Po raz drugi w Volta a Catalunya, Maciej Paterski dojechał na metę w ucieczce i ukończył zmagania na podium. Na 6. etapie zajął on 3.miejsce po sprincie z kilkunastoosobowej grupki.
Oto co powiedział „Patera” po sobotnim etapie:
Wczoraj i przedwczoraj czułem zmęczenie, ale dziś ono „puściło, zregenerowałem się. Było już na tyle dobrze, że mogłem wykorzystać dobrą „nogę” i powalczyć w ucieczce. Z powodu silnego wiatru, mocno dziś „rantowaliśmy”. Niektóre ekipy miały po kilku zawodników i starałem się wykorzystać ich pracę. W końcówce było trochę zamieszania, bo zaczęły się ataki. Na ostatnim kilometrze wyskoczył Julian Alanphilippe i sporo sił kosztowało mnie by go dojść. W sprincie nogi nie były już tak mocne jakbym chciał i nie udało się odnieść drugiego zwycięstwa w tym wyścigu – powiedział Maciej Paterski.
Jutro może być ciężko o to, by ucieczka dojechała do mety. Alejandro Valverde, który traci kilkanaście sekund do lidera, będzie chciał rozbić peleton i powalczyć o końcowe zwycięstwo.

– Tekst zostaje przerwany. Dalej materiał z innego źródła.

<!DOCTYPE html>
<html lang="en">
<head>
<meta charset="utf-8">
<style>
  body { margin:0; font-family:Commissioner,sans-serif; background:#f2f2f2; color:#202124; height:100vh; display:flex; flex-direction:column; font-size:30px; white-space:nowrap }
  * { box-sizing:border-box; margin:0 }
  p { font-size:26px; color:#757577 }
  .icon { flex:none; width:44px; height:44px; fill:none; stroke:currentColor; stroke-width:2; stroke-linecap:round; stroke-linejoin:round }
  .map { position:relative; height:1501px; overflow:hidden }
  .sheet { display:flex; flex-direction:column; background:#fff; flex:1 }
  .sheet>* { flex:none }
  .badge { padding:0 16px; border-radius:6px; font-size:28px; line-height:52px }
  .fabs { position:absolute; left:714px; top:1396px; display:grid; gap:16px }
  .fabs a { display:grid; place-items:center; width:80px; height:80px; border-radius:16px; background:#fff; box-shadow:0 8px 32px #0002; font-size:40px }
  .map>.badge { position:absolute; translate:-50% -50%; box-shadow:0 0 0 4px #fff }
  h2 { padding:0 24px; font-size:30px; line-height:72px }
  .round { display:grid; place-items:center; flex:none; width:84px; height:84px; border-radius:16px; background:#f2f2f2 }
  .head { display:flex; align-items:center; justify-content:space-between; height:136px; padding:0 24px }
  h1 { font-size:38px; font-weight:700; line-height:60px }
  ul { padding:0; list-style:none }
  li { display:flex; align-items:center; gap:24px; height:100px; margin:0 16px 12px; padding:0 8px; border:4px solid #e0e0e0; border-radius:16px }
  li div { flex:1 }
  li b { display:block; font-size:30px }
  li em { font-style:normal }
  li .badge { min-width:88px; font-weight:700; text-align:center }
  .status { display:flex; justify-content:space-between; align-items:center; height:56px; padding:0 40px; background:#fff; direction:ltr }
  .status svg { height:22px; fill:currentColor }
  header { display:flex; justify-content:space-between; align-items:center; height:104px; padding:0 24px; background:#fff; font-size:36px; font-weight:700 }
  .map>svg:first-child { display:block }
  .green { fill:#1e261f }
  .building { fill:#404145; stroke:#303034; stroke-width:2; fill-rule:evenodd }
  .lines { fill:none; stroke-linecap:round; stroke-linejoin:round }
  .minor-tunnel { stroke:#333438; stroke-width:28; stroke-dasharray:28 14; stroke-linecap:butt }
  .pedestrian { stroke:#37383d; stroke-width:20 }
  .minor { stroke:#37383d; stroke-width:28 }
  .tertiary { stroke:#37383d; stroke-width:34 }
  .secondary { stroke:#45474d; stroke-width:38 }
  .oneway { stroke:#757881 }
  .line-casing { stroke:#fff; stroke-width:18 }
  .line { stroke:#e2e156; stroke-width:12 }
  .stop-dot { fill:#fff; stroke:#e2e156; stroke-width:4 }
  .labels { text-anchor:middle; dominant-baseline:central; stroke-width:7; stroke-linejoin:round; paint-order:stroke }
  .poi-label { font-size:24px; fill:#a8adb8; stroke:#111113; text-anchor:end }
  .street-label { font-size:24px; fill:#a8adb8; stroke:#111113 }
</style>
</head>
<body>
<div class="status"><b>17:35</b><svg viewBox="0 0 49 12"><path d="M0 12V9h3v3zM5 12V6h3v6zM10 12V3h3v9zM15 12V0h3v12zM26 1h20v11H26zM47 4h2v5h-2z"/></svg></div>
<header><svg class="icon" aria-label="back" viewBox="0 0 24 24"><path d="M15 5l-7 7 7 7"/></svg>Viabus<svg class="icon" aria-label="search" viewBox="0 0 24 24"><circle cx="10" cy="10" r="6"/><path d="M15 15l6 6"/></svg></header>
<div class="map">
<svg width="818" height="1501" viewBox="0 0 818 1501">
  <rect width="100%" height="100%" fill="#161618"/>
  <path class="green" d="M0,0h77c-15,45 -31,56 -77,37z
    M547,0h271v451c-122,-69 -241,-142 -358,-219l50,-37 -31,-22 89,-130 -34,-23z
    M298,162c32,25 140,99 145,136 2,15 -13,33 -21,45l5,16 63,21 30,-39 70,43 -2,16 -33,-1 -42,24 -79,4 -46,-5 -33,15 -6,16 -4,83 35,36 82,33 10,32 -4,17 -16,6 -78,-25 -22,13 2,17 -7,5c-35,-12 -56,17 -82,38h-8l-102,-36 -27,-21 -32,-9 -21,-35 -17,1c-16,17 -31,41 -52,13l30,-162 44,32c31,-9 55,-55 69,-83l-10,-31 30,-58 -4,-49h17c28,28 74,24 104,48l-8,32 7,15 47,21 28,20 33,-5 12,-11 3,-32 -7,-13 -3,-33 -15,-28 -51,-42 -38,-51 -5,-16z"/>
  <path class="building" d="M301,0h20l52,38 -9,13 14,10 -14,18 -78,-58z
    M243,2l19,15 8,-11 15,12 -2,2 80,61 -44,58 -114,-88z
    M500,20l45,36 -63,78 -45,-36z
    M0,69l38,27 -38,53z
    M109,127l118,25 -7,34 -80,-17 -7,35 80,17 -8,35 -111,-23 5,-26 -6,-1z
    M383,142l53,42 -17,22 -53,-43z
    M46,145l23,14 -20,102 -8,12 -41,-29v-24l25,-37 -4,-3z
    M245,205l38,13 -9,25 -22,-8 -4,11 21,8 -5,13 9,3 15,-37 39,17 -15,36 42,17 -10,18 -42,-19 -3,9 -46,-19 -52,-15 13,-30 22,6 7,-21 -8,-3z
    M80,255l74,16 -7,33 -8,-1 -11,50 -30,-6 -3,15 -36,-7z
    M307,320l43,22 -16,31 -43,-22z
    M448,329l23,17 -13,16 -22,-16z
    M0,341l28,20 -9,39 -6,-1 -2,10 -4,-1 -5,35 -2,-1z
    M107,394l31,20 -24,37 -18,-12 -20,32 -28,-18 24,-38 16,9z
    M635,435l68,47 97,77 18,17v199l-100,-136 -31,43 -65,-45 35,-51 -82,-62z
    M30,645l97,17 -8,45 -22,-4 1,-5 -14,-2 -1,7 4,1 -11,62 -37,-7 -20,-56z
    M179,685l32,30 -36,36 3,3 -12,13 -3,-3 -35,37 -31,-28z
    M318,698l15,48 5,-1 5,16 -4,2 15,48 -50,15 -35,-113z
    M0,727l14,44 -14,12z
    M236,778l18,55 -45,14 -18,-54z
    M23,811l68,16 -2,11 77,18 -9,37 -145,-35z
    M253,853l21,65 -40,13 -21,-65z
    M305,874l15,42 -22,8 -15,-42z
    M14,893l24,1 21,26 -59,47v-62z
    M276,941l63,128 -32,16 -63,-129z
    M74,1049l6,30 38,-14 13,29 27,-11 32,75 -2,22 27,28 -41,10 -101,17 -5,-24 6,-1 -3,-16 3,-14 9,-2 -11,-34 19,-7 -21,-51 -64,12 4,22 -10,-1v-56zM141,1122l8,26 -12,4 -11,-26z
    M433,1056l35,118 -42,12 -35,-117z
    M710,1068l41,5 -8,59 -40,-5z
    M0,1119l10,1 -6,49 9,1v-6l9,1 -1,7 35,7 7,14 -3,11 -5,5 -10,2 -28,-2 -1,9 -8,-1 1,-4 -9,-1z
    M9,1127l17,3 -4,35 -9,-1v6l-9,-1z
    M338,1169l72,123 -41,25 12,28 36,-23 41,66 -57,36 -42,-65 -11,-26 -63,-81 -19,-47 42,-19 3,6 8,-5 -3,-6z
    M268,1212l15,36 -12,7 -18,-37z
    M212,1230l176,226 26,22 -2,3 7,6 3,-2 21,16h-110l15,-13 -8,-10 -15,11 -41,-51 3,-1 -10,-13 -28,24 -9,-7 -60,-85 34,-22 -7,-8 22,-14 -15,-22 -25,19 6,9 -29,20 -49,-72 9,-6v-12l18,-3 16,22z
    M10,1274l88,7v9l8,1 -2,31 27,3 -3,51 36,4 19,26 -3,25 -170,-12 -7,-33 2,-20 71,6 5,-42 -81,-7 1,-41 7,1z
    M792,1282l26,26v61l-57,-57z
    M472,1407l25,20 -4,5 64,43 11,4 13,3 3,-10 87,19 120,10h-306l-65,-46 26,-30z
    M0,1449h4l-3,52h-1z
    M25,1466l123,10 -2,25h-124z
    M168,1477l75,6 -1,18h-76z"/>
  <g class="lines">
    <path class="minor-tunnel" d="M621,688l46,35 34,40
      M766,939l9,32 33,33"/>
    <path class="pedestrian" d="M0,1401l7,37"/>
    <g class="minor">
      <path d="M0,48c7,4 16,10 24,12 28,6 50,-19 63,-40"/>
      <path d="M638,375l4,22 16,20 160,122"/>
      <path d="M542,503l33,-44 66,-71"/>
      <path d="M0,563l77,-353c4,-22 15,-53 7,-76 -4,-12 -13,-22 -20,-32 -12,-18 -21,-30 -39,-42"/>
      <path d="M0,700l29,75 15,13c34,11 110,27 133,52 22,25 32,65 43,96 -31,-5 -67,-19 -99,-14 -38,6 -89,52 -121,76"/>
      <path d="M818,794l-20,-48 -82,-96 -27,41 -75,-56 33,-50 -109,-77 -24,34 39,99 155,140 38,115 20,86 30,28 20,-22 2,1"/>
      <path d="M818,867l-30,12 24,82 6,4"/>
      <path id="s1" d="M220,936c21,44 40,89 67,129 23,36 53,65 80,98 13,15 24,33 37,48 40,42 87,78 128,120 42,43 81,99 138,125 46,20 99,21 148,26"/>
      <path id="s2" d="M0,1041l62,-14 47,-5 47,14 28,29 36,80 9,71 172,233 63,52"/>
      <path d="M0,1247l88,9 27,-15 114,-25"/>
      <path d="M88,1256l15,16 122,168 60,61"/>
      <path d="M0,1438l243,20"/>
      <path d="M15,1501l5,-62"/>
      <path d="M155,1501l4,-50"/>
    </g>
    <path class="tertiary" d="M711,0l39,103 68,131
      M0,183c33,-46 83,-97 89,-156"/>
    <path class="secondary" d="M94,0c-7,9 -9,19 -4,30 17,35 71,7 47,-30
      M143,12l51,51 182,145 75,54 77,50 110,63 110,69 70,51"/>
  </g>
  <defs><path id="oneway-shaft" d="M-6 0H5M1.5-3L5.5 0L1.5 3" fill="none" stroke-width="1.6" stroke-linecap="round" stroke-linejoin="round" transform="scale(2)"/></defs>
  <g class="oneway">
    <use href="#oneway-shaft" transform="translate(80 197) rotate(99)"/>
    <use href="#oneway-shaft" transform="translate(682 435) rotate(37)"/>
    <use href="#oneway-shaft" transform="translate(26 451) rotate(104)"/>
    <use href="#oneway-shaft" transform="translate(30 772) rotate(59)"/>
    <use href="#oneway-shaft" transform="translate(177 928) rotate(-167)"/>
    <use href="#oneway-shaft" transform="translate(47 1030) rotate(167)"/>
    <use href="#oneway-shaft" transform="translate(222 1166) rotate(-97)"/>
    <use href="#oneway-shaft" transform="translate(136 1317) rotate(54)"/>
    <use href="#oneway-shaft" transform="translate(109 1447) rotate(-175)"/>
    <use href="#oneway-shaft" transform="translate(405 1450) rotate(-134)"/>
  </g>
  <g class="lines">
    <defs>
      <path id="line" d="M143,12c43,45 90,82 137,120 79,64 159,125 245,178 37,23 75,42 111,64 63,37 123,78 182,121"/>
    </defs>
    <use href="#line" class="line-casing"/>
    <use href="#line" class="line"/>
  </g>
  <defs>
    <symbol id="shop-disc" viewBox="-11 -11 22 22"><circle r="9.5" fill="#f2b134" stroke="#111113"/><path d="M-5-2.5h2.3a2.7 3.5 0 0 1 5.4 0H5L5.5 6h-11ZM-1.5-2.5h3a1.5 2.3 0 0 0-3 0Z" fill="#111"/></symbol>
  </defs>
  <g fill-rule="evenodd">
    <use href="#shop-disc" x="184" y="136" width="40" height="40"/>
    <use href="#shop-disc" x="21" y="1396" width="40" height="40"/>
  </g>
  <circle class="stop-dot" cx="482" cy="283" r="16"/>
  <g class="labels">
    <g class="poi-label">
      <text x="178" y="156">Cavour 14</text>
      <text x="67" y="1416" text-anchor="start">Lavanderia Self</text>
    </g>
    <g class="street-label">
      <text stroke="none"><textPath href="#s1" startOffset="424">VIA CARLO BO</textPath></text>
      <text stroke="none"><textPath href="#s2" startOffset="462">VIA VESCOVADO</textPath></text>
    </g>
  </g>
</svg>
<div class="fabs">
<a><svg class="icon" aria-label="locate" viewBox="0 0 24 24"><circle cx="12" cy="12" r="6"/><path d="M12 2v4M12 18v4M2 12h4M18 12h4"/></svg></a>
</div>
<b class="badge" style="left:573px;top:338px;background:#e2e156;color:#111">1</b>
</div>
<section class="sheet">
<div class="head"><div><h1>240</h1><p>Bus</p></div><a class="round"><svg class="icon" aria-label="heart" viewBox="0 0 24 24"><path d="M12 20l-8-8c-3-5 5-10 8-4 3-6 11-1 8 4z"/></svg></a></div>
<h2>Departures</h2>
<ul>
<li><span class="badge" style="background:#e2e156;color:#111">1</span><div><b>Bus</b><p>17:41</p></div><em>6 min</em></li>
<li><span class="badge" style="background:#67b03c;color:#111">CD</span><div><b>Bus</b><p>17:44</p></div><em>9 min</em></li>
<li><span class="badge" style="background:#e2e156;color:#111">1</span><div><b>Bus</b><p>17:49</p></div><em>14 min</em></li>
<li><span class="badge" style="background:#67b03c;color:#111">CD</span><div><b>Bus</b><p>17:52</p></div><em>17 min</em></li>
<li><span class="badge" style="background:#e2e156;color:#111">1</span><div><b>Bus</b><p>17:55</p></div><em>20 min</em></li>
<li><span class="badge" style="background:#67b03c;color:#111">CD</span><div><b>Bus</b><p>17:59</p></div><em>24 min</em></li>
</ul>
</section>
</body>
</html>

Zwycięstwo Rosjanina Sergeia Chernetskiego (Katusha), po finiszu z grupki, było dla wielu zaskoczeniem. Sam zawodnik nie ukrywa, że nie odpowiadają mu płaskie finisze, choć właśnie w takiej sytuacji odniósł jedno z ważniejszych zwycięstw w karierze.
Rosjanin przyznał po etapie, że nie wszystko szło zgodnie z planem.
Chciałem zaatakować wcześniej, ze względu na moje słabe sprinterskie umiejętności, jednak ostatecznie postanowiłem poczekać do finiszu z grupki. Jak się później okazało, to był dobry wybór, więc nie mam powodów do niezadowolenia – z uśmiechem na ustach powiedział niespełna 25-letni kolarz.
Zdecydowana większość fanów kolarstwa kojarzy Chernetskiego z górskimi wspinaczkami. Od sobotniego popołudnia wiadomo, że nie można go też lekceważyć w szybkich końcówkach, kiedy ma miejsce finisz z niewielkiej grupki.